コンサート「風の章」@深川江戸資料館、終了。

 

当人としては、全体を通してうまくいかなかったこと、悔やまれる点は山ほどあるが、それをここで言っても言い訳にしかならないし、そんな話誰も聞きたくないだろうから、一人暗がりで皆さんにごめんなさいを言いながら「キイィー!」ってなることにします。

ともあれ二部の大太鼓ソロは、現時点でのベストプレイに近い感じで歌え(演奏でき)たのではないかと思っている。

 

 

終演後ロビーに出ると、今回はニューライブ盤CDの発売もあったので、たくさんのお客様がサインを求めて並んで下さっていた。

(来場者の実に3分の1のお客様が、CDを買ってくださっていた!)

  いつも応援してくれている常連さん

  「初めて太鼓のコンサートを聴いた」という方

  前回の深川以来(4年ぶり)という方

  ティアラこうとうのどソロ(2011年)ぶりという方 etc...

慌ただしくもその一人一人と、本当に一言二言だがお礼と共に言葉を交わす中で、気づいたことがある。

 

 

他の楽器の人はどうか知らないが、太鼓を打っている人はプロアマ問わず、お客様から「元気が出た」と言われることが多いと思う。

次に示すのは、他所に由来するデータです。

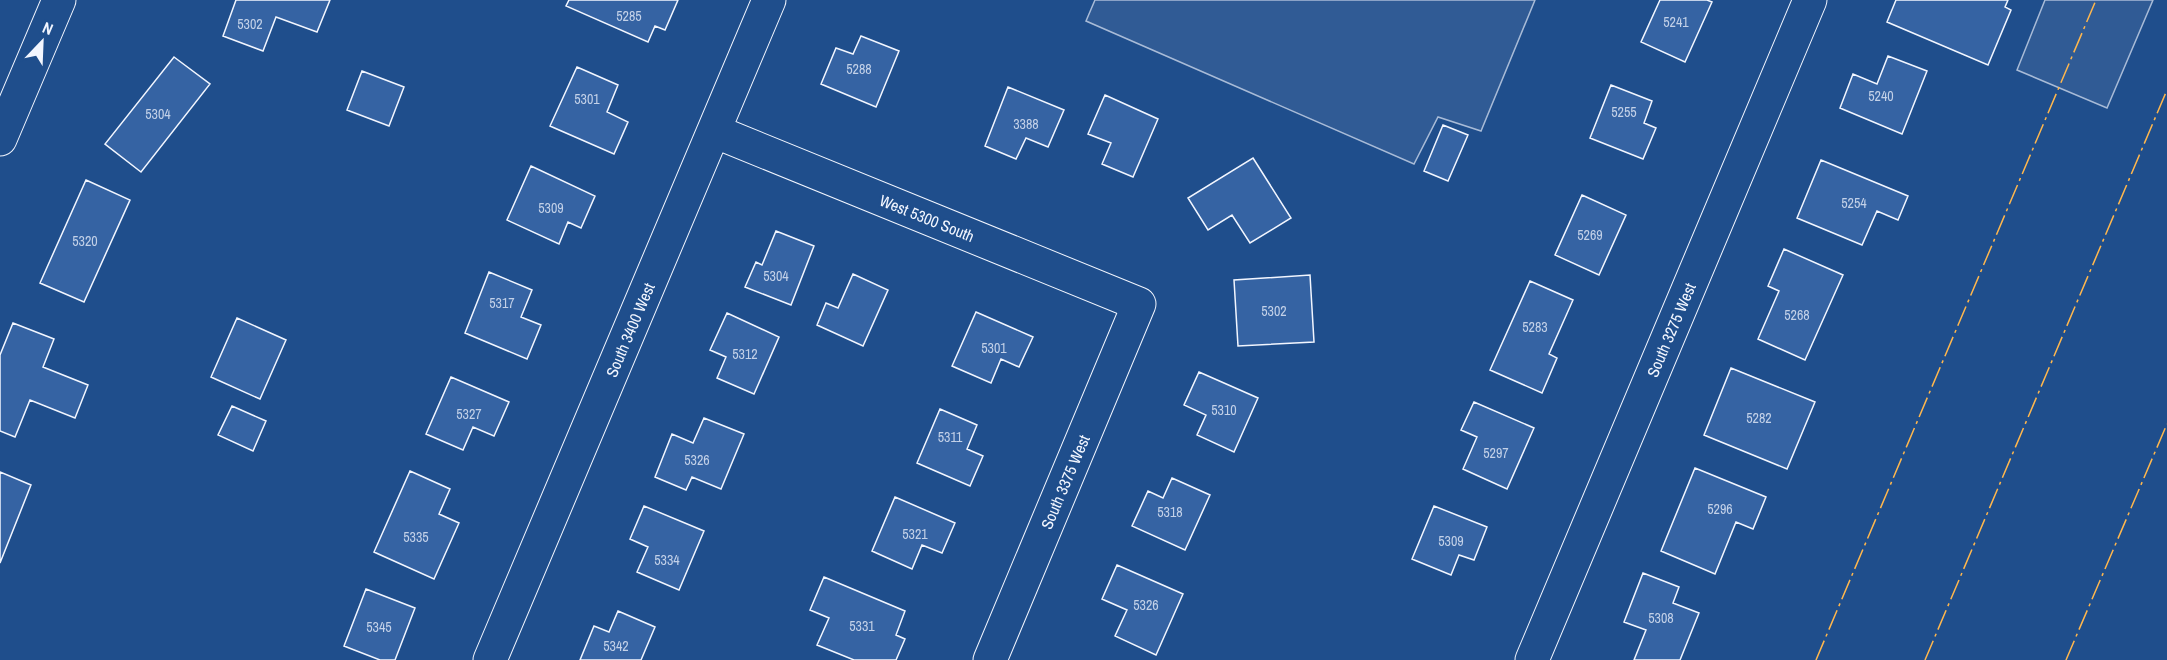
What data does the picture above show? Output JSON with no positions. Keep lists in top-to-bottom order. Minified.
{"streets":{"street":["West 5300 South","South 3400 West","South 3275 West","South 3375 West"]},"crossings":[["West 5300 South","South 3400 West"],["West 5300 South","South 3375 West"]],"house_numbers":["5285","5241","5302","5288","5240","5301","5255","5304","3388","5254","5309","5269","5320","5304","5317","5302","5268","5283","5301","5312","5310","5327","5282","5311","5297","5326","5296","5318","5321","5335","5309","5334","5326","5308","5331","5345","5342"],"north":"top right"}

楽器の特性に起因している部分が大きいとは思うのだが、自分はこれまで、この言葉を投げかけられるとなにやら一抹の「違和感」を感じていた。

 

集団で太鼓を演奏する人たちの多くは確かに元気を送ったり、あるいは演奏者みずからが元気になることを目指していることも多いかもしれない。だが、自分の場合それはごく限られたシチュエーションの時に限ってであり、舞台で一人太鼓に向き合って表現しようとしていることは、「元気にする」「元気になる」こととは全く無関係なところで勝負しているつもりだから…。

「みんなで盛り上がろう!」というノリでもないし、ポジティブなメッセージを込めた言葉もない。全身ガクガクになりながら天狗を演じ(今回のことで言えば)ている自分を見て、ひとは元気になるのか?と。

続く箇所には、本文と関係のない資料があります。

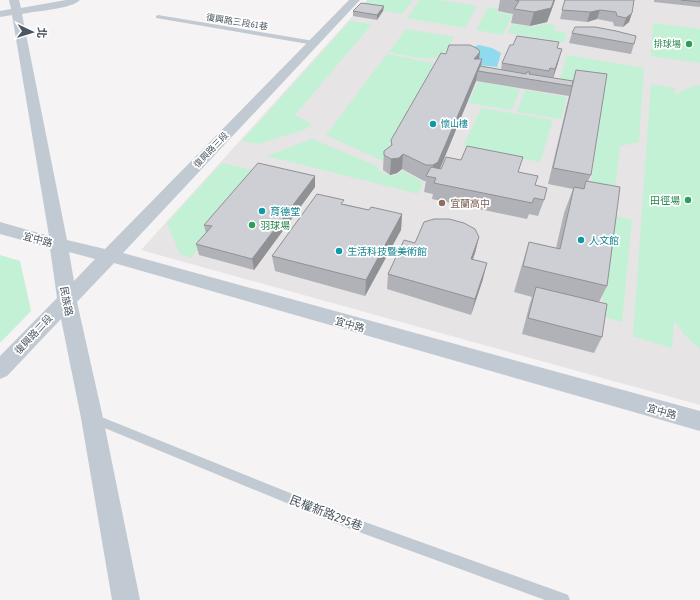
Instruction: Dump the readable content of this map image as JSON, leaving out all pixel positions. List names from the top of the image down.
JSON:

かなり感じの悪い物言いになってしまうが、これが今までの正直な気持ちだった。

 

だが今回、たくさんの「また来ます」「次回を楽しみにしてます」の声をかけてもらって、そうか、これでいいのだ、と思えた。

 

「また来たい」と思ってくれた人は、次の機会に向けて明日を生きる活力が湧いたのだ。俺がどこで勝負していようと、それとは別の次元で、俺の演奏がその人の元気の源を刺激したのだ。琴線に触れたのだ。嬉しいじゃないか。有難いじゃないか!

 

「また来ます」「次回を楽しみにしてます」の声から、たくさんの元気をもらっているのはむしろ自分の方だが、それをパワーの源に、さらに多くの人の心に届く演奏ができるよう、愚直に走り続けていこうではないか。

 

 

ご来場くださった皆様、ともに舞台を築きあげてくれた仲間、お力添えくださった方々、

どうもありがとうございました。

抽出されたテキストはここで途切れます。